La nueva incursión de Manuel Vicent en la novela parte de un enfoque bastante clásico: conjuga una trama marcada que se sostiene en una leve dosis de eficaz suspense, unos personajes suficientemente definidos y un medio descrito con riqueza de matices. Con esos mimbres construye una historia que interesa por los curiosos, amenos y originales sucesos que relata pero que también propone una visión de la vida.

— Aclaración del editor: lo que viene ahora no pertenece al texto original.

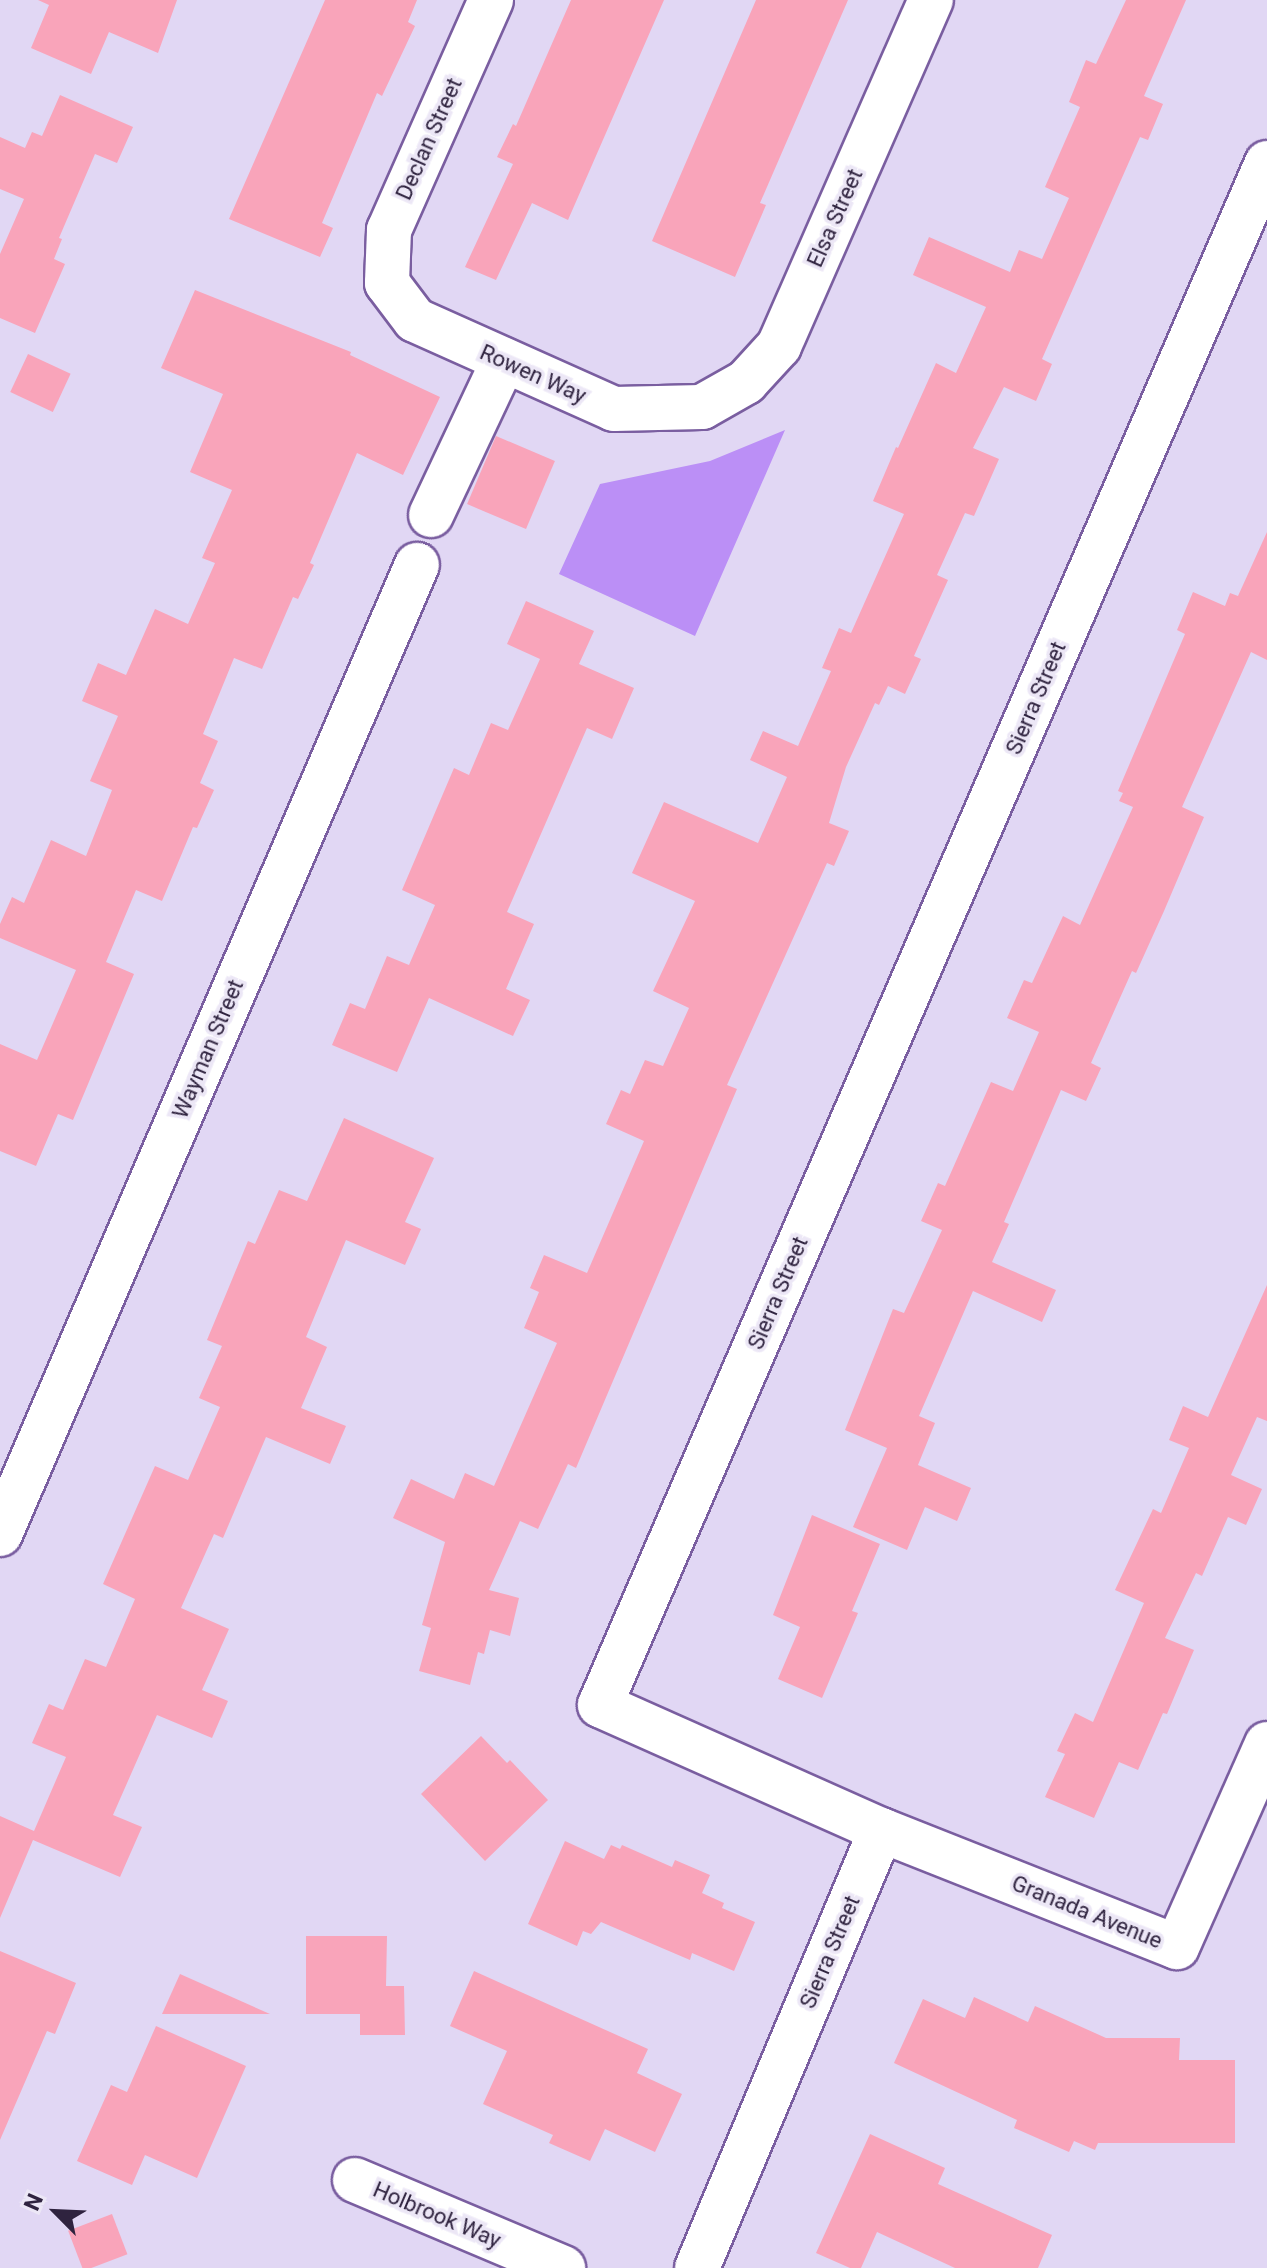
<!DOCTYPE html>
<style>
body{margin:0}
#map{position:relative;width:1267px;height:2268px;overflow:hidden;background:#e1d7f4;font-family:Roboto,sans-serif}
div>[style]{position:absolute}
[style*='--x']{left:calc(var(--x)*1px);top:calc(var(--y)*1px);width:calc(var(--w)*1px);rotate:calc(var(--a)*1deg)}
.water>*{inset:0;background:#bb8ff6}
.building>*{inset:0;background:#f9a4ba;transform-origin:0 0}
.roads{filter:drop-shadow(2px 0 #7a5ea0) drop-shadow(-2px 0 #7a5ea0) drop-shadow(0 2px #7a5ea0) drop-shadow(0 -2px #7a5ea0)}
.minor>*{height:44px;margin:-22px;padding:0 22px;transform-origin:22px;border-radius:22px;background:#fff}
span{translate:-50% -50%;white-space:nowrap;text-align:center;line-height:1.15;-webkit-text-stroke:7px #ece7f6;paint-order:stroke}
.street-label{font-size:22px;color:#2f233f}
.north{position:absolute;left:16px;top:2172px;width:80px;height:80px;-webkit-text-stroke:6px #ece7f6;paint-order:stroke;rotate:294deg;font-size:22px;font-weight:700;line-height:32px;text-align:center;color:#2f233f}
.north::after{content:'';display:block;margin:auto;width:28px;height:36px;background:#2f233f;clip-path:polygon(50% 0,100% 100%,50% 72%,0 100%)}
</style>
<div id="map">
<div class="water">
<div style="clip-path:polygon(785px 430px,695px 636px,559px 574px,600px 484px,710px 461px)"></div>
</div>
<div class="building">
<div style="clip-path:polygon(38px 0,177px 0,158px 53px,109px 32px,91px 74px,31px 48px,49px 5px)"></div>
<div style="clip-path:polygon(325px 0,417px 0,408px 22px,415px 26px,382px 96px,377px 93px,322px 223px,333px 228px,320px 257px,229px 219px)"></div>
<div style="clip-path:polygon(571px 0,664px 0,568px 220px,532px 203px,496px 280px,465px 267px,513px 164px,497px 157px,513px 124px,516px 126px)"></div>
<div style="clip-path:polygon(756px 0,848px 0,760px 203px,766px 205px,735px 277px,652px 241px)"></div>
<div style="clip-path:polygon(1126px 0,1186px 0,1144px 96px,1163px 104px,1148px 140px,1140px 137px,1042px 359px,1052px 364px,1036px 401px,1004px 387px,973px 448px,999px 459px,974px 516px,965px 513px,937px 575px,948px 580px,914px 656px,921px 659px,905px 694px,888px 686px,879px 705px,875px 703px,846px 767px,829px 823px,849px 831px,834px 866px,827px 863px,727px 1085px,737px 1089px,576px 1468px,568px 1464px,538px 1529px,520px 1521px,489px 1590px,519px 1598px,510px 1636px,490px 1630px,484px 1654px,478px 1652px,470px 1685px,419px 1671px,431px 1628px,422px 1625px,445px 1542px,393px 1518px,411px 1479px,454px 1499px,465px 1473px,494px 1486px,557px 1343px,524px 1328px,539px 1292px,530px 1288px,544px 1255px,587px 1273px,644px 1141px,606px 1124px,621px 1090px,630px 1094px,645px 1060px,663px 1066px,689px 1008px,653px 991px,695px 901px,632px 873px,664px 802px,758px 843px,787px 777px,750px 760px,763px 731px,798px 746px,831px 671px,822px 668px,839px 628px,851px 633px,904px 514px,873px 501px,896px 447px,898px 448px,936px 363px,956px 373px,986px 307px,913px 275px,929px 237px,1010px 272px,1019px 250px,1042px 259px,1069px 198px,1045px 187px,1080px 107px,1069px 102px,1086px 60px,1096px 64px)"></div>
<div style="clip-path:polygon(60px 95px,133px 127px,117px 163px,95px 154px,59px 238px,62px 239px,54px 259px,65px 264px,35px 333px,0 318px,0 254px,24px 199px,0 189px,0 137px,25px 148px,32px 132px,42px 136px)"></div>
<div style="clip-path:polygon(195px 290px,351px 352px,350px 355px,440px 397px,403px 475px,357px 453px,310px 563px,314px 565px,298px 599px,293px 597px,262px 669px,234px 658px,203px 734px,218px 741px,200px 783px,214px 790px,197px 828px,193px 827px,162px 901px,136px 890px,106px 962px,134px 974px,73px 1120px,58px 1114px,36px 1166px,0 1151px,0 1044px,37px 1060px,76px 970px,0 938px,0 924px,12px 897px,24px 903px,51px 840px,86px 856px,112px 790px,90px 781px,118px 716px,82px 701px,98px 663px,126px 675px,155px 609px,188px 624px,215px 563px,202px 558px,232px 490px,190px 472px,223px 394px,161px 368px)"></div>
<div style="left:28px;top:354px;width:47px;height:42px;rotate:25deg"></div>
<div style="left:496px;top:436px;width:64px;height:74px;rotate:23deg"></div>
<div style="clip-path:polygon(1267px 532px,1267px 660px,1251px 652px,1182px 807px,1204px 817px,1164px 911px,1136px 973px,1132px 971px,1091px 1063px,1101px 1068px,1086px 1101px,1061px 1090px,1004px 1222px,1009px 1224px,992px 1262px,1056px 1290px,1042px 1322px,973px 1291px,919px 1416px,935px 1423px,918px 1465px,971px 1488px,957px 1521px,925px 1507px,907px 1550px,853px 1527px,887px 1448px,845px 1430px,893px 1309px,904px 1313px,942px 1230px,921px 1221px,938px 1183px,945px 1186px,991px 1082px,1013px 1091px,1039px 1032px,1007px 1018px,1024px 980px,1032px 983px,1063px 916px,1080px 925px,1133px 807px,1119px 801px,1123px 793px,1118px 791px,1185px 634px,1177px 630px,1193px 592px,1225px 606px,1230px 593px,1238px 596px)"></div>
<div style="clip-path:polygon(526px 601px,594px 631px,579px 664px,634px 688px,612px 739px,587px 728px,507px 912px,534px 924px,506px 989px,530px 1000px,513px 1036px,429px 998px,397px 1072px,332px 1045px,350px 1003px,365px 1009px,387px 956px,409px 965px,435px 905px,402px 890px,454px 768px,469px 775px,491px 723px,508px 730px,540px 659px,507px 644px)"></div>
<div style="clip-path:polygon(344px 1118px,434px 1158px,405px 1222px,421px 1229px,405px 1265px,346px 1240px,306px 1337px,327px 1347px,301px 1408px,346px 1426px,330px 1464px,266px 1437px,223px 1538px,214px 1534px,181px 1608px,229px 1629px,202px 1690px,228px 1701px,212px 1738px,157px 1715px,113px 1815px,142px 1827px,120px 1877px,33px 1840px,0 1918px,0 1816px,34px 1831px,66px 1757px,32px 1743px,49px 1704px,63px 1710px,85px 1659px,106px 1667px,135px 1599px,103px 1584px,155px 1466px,188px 1480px,220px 1407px,199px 1398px,222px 1346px,207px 1340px,248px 1241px,255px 1244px,279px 1190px,307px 1201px)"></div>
<div style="clip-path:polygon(1267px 1285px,1267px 1421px,1257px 1417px,1231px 1475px,1262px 1489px,1246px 1525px,1228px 1517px,1202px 1576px,1196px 1573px,1165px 1638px,1194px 1650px,1167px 1714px,1163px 1713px,1138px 1770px,1119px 1762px,1094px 1818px,1045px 1797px,1065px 1754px,1057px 1751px,1075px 1713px,1093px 1722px,1144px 1603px,1115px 1590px,1153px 1509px,1161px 1513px,1189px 1448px,1169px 1440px,1183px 1406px,1208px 1417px)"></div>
<div style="clip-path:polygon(812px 1515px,880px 1544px,852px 1611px,858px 1613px,822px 1698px,778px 1679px,800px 1627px,773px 1615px)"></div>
<div style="clip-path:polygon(481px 1736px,507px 1763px,510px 1760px,548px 1800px,485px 1861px,421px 1794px)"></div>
<div style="clip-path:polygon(565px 1841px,604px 1859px,611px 1845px,620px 1849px,622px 1845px,672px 1867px,675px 1860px,710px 1875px,702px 1893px,724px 1903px,722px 1908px,755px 1922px,734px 1971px,692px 1953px,690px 1960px,601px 1922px,591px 1934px,583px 1931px,577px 1946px,528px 1924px)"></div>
<div style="clip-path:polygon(306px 1936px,387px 1936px,386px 1986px,404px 1986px,405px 2035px,360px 2035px,360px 2014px,306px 2014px)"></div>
<div style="clip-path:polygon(0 1951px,76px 1983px,55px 2034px,47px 2031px,0 2140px)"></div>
<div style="clip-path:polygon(474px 1971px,648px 2049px,637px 2073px,682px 2094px,655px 2152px,605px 2129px,590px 2161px,549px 2143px,553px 2135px,483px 2104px,507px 2051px,450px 2026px)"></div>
<div style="clip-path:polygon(180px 1974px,270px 2014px,162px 2014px)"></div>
<div style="clip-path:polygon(974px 1997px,1028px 2022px,1035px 2006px,1106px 2038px,1180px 2038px,1179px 2060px,1235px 2060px,1235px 2143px,1098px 2143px,1095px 2150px,1074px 2141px,1069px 2152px,1014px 2128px,1017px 2120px,894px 2063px,923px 1999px,965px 2018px)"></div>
<div style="clip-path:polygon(156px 2026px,246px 2066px,197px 2178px,145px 2155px,132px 2185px,77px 2161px,111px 2085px,127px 2092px)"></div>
<div style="clip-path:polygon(870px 2134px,945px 2168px,938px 2184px,1052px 2235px,1038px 2268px,955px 2268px,877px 2232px,861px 2268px,850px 2268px,816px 2253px)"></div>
<div style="left:112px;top:2214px;width:43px;height:47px;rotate:69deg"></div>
</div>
<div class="roads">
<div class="minor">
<div style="--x:491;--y:0;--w:252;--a:113.9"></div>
<div style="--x:389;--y:230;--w:53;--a:92.2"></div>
<div style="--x:387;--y:283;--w:46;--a:52.9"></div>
<div style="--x:415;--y:320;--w:218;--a:24.1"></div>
<div style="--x:614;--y:409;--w:88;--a:-1.3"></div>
<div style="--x:702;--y:407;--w:51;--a:-29.6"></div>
<div style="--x:746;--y:382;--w:49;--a:-47.5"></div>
<div style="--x:779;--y:346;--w:378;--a:-66.3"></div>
<div style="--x:1267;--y:163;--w:1680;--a:113.39"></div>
<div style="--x:600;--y:1705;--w:308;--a:24"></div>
<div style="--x:881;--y:1830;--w:318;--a:21.6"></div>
<div style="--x:1177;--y:1947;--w:222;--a:-66.1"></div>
<div style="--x:431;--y:515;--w:171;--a:-64.8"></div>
<div style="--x:0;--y:1534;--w:1055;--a:-66.72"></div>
<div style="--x:355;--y:2180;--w:226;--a:22.9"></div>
<div style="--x:697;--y:2268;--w:475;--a:-67.2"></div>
</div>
</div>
<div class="street-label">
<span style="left:429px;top:139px;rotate:-66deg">Declan Street</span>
<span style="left:835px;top:218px;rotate:-66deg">Elsa Street</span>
<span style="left:533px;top:374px;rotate:24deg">Rowen Way</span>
<span style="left:1036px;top:698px;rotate:-67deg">Sierra Street</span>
<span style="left:208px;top:1049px;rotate:-67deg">Wayman Street</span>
<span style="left:778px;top:1293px;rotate:-67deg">Sierra Street</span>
<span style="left:1087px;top:1912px;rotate:22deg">Granada Avenue</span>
<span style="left:830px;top:1952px;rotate:-67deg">Sierra Street</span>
<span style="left:437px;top:2215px;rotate:23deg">Holbrook Way</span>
</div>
<div class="north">N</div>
</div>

Todo ello llega al lector mediante una prosa narrativa muy cuidada, aunque contenida para que no pierda en ningún momento la cualidad funcional que cabe exigirle al vehículo de una narración.

Vicent recrea en La novia de Matisse una parcela de la realidad en sí misma fascinante: el mundo del coleccionismo de arte, llenos de brillos y miserias, prestigios ciertos y amaños fraudulentos, elevación espiritual y tiburoneo mercantil, artistas auténticos y falsificadores diestros; también de espectadores entregados al fulgor de la belleza, capaces de consagrar la vida a ella por las razones que luego diré. Estos ingredientes entran en las relaciones triangulares -que incluyen sexo intenso y explícito- de un nuevo multimillonario, su joven mujer y un marchante.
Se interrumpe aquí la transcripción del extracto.